We end on the group gathered around the table, at the end of their three-hour lunch. They have to get back to memorizing facts for their biology final, but they’ve all had some interesting moments on their break. Shirley realized that going to the same fast food place clear across town wasn’t really different. Pierce didn’t sit on his balls for once. Troy and Britta had a lovely time. Even the Dean had some nice conversations at the bank about his half-man/half-woman outfit. Jeff posits that maybe the sun is rising, that maybe the long night of Greendale is finally coming to an end. Pierce admits that, okay, he actually did sit on his balls. It was very painful.
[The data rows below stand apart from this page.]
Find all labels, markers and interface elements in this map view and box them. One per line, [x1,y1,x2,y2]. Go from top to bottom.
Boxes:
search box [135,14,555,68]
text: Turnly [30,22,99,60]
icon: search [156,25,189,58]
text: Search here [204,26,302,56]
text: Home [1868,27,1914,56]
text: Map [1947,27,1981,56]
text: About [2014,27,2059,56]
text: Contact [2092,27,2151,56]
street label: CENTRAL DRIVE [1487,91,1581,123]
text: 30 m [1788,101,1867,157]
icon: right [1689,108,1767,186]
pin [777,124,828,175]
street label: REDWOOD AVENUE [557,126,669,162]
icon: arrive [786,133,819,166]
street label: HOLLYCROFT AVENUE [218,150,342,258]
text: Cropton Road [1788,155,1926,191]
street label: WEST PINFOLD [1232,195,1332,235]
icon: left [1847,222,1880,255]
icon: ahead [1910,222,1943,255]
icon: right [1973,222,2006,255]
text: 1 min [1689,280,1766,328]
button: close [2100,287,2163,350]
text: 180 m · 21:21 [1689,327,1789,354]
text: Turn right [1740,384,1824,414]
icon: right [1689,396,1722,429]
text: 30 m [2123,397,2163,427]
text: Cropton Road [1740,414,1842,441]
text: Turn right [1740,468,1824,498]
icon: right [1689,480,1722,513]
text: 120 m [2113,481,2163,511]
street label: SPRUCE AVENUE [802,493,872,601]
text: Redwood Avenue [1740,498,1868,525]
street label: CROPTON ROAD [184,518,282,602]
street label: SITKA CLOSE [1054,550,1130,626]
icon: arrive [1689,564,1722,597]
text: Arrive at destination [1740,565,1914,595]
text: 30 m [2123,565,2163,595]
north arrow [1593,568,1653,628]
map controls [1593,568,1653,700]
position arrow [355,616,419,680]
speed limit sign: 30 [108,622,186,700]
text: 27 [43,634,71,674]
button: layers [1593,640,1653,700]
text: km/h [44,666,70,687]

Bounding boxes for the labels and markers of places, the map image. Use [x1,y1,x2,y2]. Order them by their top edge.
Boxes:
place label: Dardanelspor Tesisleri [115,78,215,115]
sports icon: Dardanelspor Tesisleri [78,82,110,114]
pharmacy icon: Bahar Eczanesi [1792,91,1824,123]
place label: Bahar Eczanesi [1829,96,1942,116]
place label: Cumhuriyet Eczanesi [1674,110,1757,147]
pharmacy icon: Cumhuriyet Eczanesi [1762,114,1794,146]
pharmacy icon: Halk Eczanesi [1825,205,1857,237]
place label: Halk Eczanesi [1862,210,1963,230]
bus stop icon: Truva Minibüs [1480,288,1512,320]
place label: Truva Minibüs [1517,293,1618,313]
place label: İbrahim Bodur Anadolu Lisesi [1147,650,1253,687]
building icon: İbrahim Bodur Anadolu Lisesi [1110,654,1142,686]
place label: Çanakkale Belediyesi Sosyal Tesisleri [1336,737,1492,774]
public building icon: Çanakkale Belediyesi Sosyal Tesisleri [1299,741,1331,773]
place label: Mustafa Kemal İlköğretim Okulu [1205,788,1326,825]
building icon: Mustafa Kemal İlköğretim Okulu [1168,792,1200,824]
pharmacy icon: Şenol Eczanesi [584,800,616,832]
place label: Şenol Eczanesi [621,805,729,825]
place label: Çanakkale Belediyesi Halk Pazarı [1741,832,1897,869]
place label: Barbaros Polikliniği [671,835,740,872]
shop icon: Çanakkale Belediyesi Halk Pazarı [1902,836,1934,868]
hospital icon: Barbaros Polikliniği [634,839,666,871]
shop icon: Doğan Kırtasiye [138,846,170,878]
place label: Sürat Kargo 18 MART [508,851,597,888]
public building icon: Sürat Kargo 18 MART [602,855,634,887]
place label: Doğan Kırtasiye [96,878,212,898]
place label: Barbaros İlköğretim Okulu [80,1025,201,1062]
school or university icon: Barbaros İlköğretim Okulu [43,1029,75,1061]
And, yeah, sometimes you’ll sit on your balls. And it’ll hurt like hell. The night always comes and goes. But it’s best when you have people you love and trust there to see it through.

Stray observations:

  • Your metaphorical balls, ladies. Your metaphorical balls.
  • And, of course, Abed’s right back to being kind of a dick, when he doesn’t like the—very nice—redesign Annie does of the room he shares with Troy. Still, I enjoyed Annie’s enthusiasm at being a guest on Troy And Abed In The Morning. (And Troy talking about having an “oriental feel.”)
  • The Dean’s outfit really is so amazingly hideous that I can’t believe Jim Rash could wear it with a straight face. I thought the show was done with “Dean in a silly costume” gags last season, but, man, if it can come up with outfits this weird week to week, I’m willing to see where this is going.
  • I like that the show plays Abed letting Annie use the wrong imaginary implement to undo his imaginary shackles as a major emotional breakthrough.
  • Script credit for this episode goes to Matt Murray, who also was credited on the generally enjoyable “Advanced Gay.” I just thought I’d give you all a head start on your arguments about what this “proves” about the writers of the show. For what it’s worth, I will reiterate my claim that individual script credit on a sitcom means basically nothing, since these shows are so heavily room-written. The massive turnover in the writing staff between seasons two and three—and seasons one and two, if we’re being honest—might mean something, but since the primary showrunners have remained in place since day one, I doubt it means as much as we’d all like to think it does. Any problems Community is having this season—in your eyes or mine—are just the natural growing pains of a show in its third year.
  • Another funny episode for Chevy Chase, who sometimes works best when he has these random little asides. I particularly liked Pierce having no idea what was going on.
  • And with that, I’m going to say this grade is both entirely provisional and able to be affected by you. I drop in on the comments from time to time. Convince me this was either better or worse than it was over the weekend. I’ll change the grade (or not) on Monday.